Cranberry Stuffed-Celery

At my school, the staff take turns supplying snacks for monthly meetings and PD activities.  I got the idea for this tasty celery snack from the Kraft website.  The recipe is called Creamy Cranberry-Stuffed Celery and is simply dried cranberries mixed into lower-fat Philadelphia cream cheese, then spread (read: jostled as neatly as possible) into celery ribs.  A helpful hint is to pick stalks with an opening at least as wide as your pinkie as the dried cranberries and cream cheese need more room than you'd think!  After spreading the mixture on the ribs, I cut them into snack-sized lengths.  The staff really enjoyed them.

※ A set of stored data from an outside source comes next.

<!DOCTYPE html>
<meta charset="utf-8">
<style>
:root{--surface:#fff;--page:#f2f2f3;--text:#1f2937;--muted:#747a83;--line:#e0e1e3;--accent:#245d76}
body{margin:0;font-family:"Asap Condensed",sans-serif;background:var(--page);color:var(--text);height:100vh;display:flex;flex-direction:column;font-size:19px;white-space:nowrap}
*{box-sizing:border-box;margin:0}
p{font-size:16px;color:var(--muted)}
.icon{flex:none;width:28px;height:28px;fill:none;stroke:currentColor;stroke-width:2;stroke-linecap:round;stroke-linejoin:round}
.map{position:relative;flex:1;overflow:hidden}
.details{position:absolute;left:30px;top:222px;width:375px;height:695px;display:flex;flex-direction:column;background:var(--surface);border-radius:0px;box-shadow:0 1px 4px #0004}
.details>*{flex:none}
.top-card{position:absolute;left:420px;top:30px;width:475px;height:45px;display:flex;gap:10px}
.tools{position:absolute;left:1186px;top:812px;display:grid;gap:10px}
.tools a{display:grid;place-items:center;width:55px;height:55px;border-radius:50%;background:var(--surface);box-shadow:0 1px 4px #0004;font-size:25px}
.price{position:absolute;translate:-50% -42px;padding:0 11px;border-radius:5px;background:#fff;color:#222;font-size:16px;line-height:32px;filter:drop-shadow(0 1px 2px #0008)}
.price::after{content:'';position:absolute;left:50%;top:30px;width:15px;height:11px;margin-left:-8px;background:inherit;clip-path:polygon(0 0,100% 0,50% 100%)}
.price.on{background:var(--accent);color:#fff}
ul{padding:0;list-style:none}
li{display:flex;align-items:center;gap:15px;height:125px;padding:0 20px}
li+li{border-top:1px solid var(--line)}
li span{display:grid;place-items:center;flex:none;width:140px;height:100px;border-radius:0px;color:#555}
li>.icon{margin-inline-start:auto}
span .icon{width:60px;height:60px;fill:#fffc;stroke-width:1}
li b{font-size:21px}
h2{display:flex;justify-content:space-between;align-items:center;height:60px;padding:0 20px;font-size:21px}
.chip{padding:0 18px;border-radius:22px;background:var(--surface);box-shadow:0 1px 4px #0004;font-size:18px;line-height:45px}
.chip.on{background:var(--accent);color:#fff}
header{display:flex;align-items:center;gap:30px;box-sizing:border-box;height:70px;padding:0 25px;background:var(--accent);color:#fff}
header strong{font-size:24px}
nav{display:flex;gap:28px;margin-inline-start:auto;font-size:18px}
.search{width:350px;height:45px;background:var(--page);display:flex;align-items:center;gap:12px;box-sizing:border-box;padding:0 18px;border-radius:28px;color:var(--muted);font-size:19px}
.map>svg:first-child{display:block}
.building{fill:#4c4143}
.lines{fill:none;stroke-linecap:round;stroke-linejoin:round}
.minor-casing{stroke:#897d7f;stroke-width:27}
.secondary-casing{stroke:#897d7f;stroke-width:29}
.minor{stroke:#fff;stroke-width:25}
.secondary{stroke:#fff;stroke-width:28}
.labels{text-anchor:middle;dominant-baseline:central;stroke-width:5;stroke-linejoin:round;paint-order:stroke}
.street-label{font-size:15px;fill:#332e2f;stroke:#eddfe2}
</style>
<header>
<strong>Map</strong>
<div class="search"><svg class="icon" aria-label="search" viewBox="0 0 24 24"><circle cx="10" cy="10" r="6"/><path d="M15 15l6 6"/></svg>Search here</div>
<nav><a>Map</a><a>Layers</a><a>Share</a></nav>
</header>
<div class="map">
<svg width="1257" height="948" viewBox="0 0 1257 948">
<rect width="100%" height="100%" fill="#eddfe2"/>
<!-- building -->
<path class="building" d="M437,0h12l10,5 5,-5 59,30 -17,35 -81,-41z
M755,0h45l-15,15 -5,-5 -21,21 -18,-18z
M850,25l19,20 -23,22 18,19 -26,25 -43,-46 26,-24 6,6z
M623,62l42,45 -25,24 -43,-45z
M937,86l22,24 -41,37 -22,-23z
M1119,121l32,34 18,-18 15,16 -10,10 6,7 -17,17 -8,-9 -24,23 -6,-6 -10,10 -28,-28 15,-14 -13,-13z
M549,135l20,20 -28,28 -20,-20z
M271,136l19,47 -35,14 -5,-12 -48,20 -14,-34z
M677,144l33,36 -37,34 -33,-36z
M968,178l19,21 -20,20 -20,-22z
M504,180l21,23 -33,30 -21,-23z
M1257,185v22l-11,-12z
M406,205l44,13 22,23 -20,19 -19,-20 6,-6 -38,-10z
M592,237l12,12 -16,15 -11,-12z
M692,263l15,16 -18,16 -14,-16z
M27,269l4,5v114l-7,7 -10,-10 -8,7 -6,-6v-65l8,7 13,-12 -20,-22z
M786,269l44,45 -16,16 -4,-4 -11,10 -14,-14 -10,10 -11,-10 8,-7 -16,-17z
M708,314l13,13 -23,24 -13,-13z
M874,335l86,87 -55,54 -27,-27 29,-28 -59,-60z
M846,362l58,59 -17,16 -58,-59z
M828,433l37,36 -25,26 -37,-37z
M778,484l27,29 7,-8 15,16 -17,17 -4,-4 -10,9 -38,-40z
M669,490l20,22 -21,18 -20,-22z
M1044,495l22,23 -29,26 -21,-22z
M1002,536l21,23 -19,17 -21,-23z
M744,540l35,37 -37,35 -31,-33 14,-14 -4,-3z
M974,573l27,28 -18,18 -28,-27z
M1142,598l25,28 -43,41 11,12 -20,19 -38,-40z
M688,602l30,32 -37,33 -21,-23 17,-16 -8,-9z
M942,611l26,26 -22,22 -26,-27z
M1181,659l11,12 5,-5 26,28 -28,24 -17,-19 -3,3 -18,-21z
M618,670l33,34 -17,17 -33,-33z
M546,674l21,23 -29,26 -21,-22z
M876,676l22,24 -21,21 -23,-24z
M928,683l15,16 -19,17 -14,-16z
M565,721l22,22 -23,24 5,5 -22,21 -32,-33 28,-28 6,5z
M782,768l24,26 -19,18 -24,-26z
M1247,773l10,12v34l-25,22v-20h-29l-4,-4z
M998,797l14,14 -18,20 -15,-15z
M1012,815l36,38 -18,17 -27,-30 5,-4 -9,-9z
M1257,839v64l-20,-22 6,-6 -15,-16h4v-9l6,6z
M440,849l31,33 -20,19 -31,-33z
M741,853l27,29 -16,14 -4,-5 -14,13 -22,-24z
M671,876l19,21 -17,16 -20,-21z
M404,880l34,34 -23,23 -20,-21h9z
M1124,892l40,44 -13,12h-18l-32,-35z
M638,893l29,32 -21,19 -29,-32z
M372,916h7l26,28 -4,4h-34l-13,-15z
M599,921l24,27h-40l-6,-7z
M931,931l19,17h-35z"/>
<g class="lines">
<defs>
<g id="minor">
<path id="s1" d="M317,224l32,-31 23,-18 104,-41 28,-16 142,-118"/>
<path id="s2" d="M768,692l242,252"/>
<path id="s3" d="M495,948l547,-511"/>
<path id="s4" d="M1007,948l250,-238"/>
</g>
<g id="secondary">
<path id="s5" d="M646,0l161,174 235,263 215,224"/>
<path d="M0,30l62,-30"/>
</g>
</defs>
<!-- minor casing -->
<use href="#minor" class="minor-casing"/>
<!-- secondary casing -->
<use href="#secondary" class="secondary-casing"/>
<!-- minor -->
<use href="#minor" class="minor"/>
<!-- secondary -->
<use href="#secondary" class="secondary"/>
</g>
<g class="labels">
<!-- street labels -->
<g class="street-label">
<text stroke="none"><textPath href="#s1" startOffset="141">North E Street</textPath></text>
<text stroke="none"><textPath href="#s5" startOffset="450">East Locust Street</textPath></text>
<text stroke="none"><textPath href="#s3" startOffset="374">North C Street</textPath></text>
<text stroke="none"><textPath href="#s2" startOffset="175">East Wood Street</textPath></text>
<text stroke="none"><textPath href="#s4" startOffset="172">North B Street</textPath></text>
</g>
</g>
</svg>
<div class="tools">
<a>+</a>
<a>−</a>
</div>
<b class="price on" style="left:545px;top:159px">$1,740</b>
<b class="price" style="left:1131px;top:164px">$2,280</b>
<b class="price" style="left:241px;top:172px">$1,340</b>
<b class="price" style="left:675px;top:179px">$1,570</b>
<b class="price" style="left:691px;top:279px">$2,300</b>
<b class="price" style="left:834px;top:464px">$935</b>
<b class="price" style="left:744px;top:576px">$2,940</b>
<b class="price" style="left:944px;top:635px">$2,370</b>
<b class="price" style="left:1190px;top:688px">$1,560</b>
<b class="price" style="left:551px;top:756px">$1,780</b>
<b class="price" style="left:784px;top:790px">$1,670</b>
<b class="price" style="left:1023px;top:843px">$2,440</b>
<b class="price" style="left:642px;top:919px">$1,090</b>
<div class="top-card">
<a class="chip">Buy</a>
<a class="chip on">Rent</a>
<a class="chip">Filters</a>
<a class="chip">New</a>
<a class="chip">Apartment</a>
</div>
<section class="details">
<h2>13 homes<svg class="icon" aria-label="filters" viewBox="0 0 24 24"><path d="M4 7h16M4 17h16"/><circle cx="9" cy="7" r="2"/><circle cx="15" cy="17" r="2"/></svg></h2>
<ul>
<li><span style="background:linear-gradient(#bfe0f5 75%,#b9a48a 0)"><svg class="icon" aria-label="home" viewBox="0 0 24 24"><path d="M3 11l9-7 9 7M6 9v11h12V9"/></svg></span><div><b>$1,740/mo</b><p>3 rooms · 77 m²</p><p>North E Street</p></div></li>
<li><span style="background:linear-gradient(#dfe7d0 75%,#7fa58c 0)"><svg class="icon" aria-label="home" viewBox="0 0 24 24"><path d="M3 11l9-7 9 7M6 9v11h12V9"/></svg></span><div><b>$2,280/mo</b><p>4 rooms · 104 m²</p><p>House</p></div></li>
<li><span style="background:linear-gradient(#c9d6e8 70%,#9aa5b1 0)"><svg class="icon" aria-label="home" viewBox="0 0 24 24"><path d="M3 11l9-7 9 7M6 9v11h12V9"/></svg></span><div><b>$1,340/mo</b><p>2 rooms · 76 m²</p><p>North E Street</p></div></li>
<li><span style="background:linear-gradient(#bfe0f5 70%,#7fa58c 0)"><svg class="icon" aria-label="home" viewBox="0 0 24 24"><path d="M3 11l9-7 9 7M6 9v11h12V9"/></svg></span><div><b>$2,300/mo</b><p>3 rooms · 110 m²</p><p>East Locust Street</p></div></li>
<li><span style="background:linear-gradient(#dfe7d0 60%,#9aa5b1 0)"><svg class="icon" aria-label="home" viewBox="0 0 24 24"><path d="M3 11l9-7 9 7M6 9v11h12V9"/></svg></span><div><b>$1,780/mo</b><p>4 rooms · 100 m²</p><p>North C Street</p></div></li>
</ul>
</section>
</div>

On one occasion near Christmas when I was asked to bring a snack for a youth group, I toasted some sliced almonds, chopped them up a bit, and pressed them on top of half of the sticks.  Then I thought up a festive arrangement for them and this was the result:
The other healthy-ish creation I made this year was meant to be for Christmas 2011 but I'd run out of time. Stayed tuned for the story of "Jennifer Vs. The Grinch," coming very soon!

Thanks for crunching by my island and a very happy, healthy 2013 to you.